__EXERCISE__.
A stretch of the entries below is to be set down exactly, running from the line with "height:6px; margin:-3px; padding:0" through the line with "translate:-50% -50%; white-space:nowrap;", both included, and no other line.

__SUPPLIED DATA__.
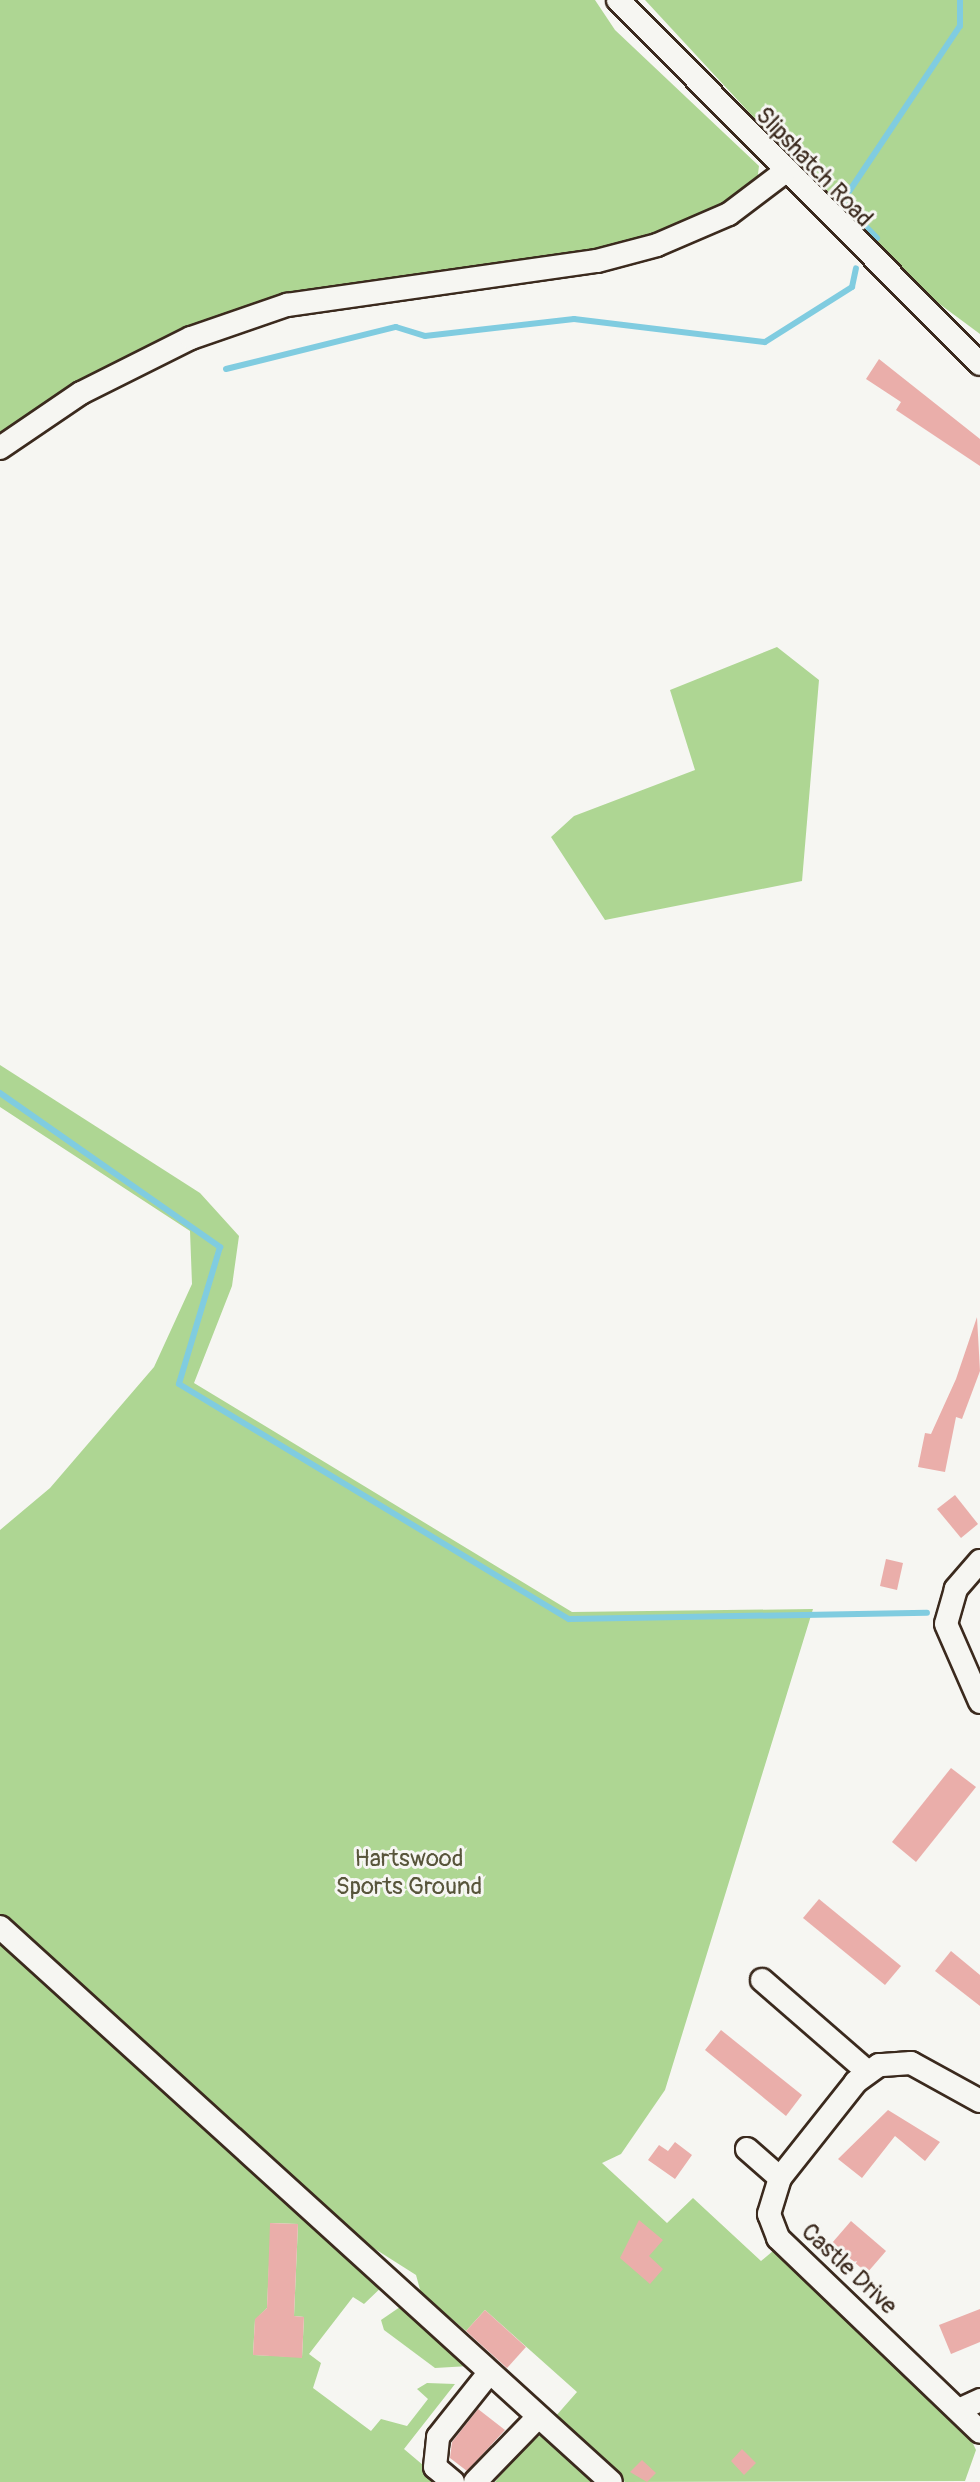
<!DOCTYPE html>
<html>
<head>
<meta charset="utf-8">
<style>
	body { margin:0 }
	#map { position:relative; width:980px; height:2482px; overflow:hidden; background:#f6f6f2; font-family:Pangolin,sans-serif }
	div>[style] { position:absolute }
	.green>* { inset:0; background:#aed693 }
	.stream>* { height:6px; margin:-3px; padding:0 3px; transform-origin:3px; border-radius:3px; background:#80cce0 }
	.building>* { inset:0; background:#eaaeaa }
	.roads { filter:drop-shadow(2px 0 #3b2a1e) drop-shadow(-2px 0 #3b2a1e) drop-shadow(0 2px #3b2a1e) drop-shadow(0 -2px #3b2a1e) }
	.minor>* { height:22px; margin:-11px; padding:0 11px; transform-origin:11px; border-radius:11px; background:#f6f6f2 }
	span { translate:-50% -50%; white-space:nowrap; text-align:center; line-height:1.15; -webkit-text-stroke:6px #f6f6f2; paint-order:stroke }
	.street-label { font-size:24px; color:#3b2a1e }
	.park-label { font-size:24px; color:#58553b }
</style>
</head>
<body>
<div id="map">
	<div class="green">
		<i style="clip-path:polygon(0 0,595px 0,615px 30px,759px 166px,757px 182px,738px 198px,639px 241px,588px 255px,296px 294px,91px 376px,0 436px)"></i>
		<i style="clip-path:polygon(645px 0,980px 0,980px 334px,922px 291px,835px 205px)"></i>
		<i style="clip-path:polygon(777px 647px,819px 680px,802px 881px,605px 920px,551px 837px,574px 816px,695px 770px,670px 690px)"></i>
		<i style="clip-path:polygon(0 1065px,200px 1193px,239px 1236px,232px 1286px,194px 1383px,572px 1612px,813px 1609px,665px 2090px,621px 2154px,602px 2163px,667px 2223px,693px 2198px,761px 2261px,773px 2251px,968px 2433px,976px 2450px,965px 2481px,625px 2482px,555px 2417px,577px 2392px,485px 2310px,466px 2331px,421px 2293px,416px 2275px,364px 2242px,0 1914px,0 1530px,50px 1488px,154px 1367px,192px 1284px,190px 1231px,0 1107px)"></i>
		<i style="clip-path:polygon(evenodd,0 1937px,344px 2245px,345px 2259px,361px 2261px,387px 2282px,364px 2304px,353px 2297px,309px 2354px,321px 2363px,313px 2388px,371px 2431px,381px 2419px,407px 2426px,428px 2399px,417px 2389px,427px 2383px,455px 2384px,404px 2449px,443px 2482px,0 2482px,0 1937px,271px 2223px,298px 2224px,294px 2316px,304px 2317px,302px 2357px,253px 2355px,255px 2320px,267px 2308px,271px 2223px)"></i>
		<i style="clip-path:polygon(400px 2307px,421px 2314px,469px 2366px,435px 2368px,384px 2330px,381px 2320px)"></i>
		<i style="clip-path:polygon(541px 2436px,592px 2482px,495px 2482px,531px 2437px)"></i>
	</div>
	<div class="stream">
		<i style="left:877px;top:238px;width:50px;rotate:-134.2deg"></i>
		<i style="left:842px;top:202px;width:212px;rotate:-56.2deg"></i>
		<i style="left:960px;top:26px;width:26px;rotate:-90deg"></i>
		<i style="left:226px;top:369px;width:175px;rotate:-13.9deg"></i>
		<i style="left:396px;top:327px;width:30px;rotate:17deg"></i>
		<i style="left:425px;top:336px;width:150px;rotate:-6.5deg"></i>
		<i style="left:574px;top:319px;width:192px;rotate:6.9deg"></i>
		<i style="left:765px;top:342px;width:103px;rotate:-32.3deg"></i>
		<i style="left:852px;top:287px;width:19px;rotate:-78deg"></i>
		<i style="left:0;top:1093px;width:269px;rotate:35deg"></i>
		<i style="left:220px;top:1247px;width:143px;rotate:106.7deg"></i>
		<i style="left:179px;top:1384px;width:455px;rotate:31.1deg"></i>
		<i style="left:569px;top:1619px;width:358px;rotate:-1deg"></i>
	</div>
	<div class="building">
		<i style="clip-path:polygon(879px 359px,980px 439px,980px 466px,896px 410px,901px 402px,866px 379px)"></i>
		<i style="clip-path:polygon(977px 1317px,980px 1371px,962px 1419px,956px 1417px,945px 1472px,918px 1467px,925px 1433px,931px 1434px,956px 1379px)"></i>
		<i style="clip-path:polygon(955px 1495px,978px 1524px,961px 1538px,937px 1509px)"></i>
		<i style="clip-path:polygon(886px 1559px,903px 1563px,897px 1590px,880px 1586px)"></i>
		<i style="clip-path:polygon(951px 1768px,976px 1787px,916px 1862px,892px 1842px)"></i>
		<i style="clip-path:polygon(819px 1899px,901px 1966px,885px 1985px,803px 1918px)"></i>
		<i style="clip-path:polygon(951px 1951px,980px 1975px,980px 2006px,935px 1971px)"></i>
		<i style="clip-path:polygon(721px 2030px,802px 2095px,786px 2116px,705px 2050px)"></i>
		<i style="clip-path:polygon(888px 2110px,940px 2142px,925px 2161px,895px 2136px,862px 2178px,838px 2159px)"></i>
		<i style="clip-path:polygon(675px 2142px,692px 2155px,675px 2179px,648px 2160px,659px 2145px,668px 2151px)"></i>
		<i style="clip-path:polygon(639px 2220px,663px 2240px,649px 2256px,663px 2269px,650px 2284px,620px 2258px)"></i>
		<i style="clip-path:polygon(851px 2221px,886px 2251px,867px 2273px,832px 2243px)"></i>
		<i style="clip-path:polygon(270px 2223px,298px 2224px,294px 2316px,304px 2317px,302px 2358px,253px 2355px,255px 2319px,267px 2308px)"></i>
		<i style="clip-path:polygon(980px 2309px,980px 2342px,951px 2354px,939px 2325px)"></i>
		<i style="clip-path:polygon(485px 2310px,526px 2347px,507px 2368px,466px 2331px)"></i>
		<i style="clip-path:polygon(478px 2409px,505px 2430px,467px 2471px,450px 2458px,452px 2442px)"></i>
		<i style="clip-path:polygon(742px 2449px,756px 2463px,744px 2475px,731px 2461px)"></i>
		<i style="clip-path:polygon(642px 2460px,656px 2473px,647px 2482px,630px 2472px)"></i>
	</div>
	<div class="roads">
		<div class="minor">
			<i style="left:618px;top:0;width:513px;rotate:45.16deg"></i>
			<i style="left:0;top:448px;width:98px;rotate:-34.2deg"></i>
			<i style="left:81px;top:393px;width:123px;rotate:-26.6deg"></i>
			<i style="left:191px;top:338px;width:102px;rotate:-19deg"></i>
			<i style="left:287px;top:305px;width:313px;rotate:-8.1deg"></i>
			<i style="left:597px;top:261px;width:62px;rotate:-14.9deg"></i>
			<i style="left:657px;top:245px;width:78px;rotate:-23.3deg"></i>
			<i style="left:729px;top:214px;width:68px;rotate:-37.2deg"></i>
			<i style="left:980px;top:1561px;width:37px;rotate:131deg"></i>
			<i style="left:956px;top:1589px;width:36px;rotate:106deg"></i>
			<i style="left:946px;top:1624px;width:85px;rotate:66.4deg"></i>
			<i style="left:0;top:1927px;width:825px;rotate:42.25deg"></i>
			<i style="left:762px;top:1980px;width:140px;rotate:41deg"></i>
			<i style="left:980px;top:2101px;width:79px;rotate:-151.2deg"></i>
			<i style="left:911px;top:2063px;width:32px;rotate:176deg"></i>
			<i style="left:879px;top:2065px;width:29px;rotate:144deg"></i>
			<i style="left:856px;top:2082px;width:122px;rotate:128.4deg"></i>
			<i style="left:780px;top:2178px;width:38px;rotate:107deg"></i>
			<i style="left:769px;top:2214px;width:26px;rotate:69deg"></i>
			<i style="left:778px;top:2238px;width:280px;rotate:43.8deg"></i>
			<i style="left:747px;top:2149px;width:44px;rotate:41.3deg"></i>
			<i style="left:961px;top:2409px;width:21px;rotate:-25deg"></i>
			<i style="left:453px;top:2482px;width:23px;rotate:-140deg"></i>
			<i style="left:435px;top:2467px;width:30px;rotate:-84deg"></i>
			<i style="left:438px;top:2437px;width:82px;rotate:-51.4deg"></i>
			<i style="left:475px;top:2482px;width:88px;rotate:-45.9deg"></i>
		</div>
	</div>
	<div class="street-label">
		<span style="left:814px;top:167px;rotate:46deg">Slipshatch Road</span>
		<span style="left:849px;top:2269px;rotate:43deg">Castle Drive</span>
	</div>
	<div class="park-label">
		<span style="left:409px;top:1873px">Hartswood<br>Sports Ground</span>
	</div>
</div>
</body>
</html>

__RESULT BELOW__.
	.stream>* { height:6px; margin:-3px; padding:0 3px; transform-origin:3px; border-radius:3px; background:#80cce0 }
	.building>* { inset:0; background:#eaaeaa }
	.roads { filter:drop-shadow(2px 0 #3b2a1e) drop-shadow(-2px 0 #3b2a1e) drop-shadow(0 2px #3b2a1e) drop-shadow(0 -2px #3b2a1e) }
	.minor>* { height:22px; margin:-11px; padding:0 11px; transform-origin:11px; border-radius:11px; background:#f6f6f2 }
	span { translate:-50% -50%; white-space:nowrap; text-align:center; line-height:1.15; -webkit-text-stroke:6px #f6f6f2; paint-order:stroke }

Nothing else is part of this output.